*Activity*
Give back all of the data exactly as written.

----

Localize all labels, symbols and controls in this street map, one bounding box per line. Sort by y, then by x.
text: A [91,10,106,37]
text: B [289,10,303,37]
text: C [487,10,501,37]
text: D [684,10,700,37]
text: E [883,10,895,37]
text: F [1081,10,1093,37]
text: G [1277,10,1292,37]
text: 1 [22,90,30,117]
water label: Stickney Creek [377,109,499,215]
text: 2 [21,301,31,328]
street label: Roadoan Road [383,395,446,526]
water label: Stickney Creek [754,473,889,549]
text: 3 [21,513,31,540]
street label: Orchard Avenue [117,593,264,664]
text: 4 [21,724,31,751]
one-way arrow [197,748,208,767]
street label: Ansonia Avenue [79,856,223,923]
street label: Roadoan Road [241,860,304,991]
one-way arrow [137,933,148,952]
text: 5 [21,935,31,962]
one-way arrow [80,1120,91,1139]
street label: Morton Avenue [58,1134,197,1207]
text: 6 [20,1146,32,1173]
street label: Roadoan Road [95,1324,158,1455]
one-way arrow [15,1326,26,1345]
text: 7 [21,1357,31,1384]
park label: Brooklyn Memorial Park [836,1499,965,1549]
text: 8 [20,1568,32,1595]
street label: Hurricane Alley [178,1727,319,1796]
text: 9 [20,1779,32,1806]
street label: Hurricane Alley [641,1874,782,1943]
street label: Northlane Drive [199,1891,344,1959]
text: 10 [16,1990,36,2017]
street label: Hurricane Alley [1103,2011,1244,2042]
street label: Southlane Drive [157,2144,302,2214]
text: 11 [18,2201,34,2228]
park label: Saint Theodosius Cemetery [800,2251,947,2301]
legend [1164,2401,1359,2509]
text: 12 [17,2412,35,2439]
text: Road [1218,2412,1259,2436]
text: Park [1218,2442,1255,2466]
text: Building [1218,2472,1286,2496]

----

*Answer box*
Localize all labels, symbols and controls in this street map, one bounding box per line. Sort by y, then by x.
text: A [91,10,106,37]
text: B [289,10,303,37]
text: C [487,10,501,37]
text: D [684,10,700,37]
text: E [883,10,895,37]
text: F [1081,10,1093,37]
text: G [1277,10,1292,37]
text: 1 [22,90,30,117]
water label: Stickney Creek [377,109,499,215]
text: 2 [21,301,31,328]
street label: Roadoan Road [383,395,446,526]
water label: Stickney Creek [754,473,889,549]
text: 3 [21,513,31,540]
street label: Orchard Avenue [117,593,264,664]
text: 4 [21,724,31,751]
one-way arrow [197,748,208,767]
street label: Ansonia Avenue [79,856,223,923]
street label: Roadoan Road [241,860,304,991]
one-way arrow [137,933,148,952]
text: 5 [21,935,31,962]
one-way arrow [80,1120,91,1139]
street label: Morton Avenue [58,1134,197,1207]
text: 6 [20,1146,32,1173]
street label: Roadoan Road [95,1324,158,1455]
one-way arrow [15,1326,26,1345]
text: 7 [21,1357,31,1384]
park label: Brooklyn Memorial Park [836,1499,965,1549]
text: 8 [20,1568,32,1595]
street label: Hurricane Alley [178,1727,319,1796]
text: 9 [20,1779,32,1806]
street label: Hurricane Alley [641,1874,782,1943]
street label: Northlane Drive [199,1891,344,1959]
text: 10 [16,1990,36,2017]
street label: Hurricane Alley [1103,2011,1244,2042]
street label: Southlane Drive [157,2144,302,2214]
text: 11 [18,2201,34,2228]
park label: Saint Theodosius Cemetery [800,2251,947,2301]
legend [1164,2401,1359,2509]
text: 12 [17,2412,35,2439]
text: Road [1218,2412,1259,2436]
text: Park [1218,2442,1255,2466]
text: Building [1218,2472,1286,2496]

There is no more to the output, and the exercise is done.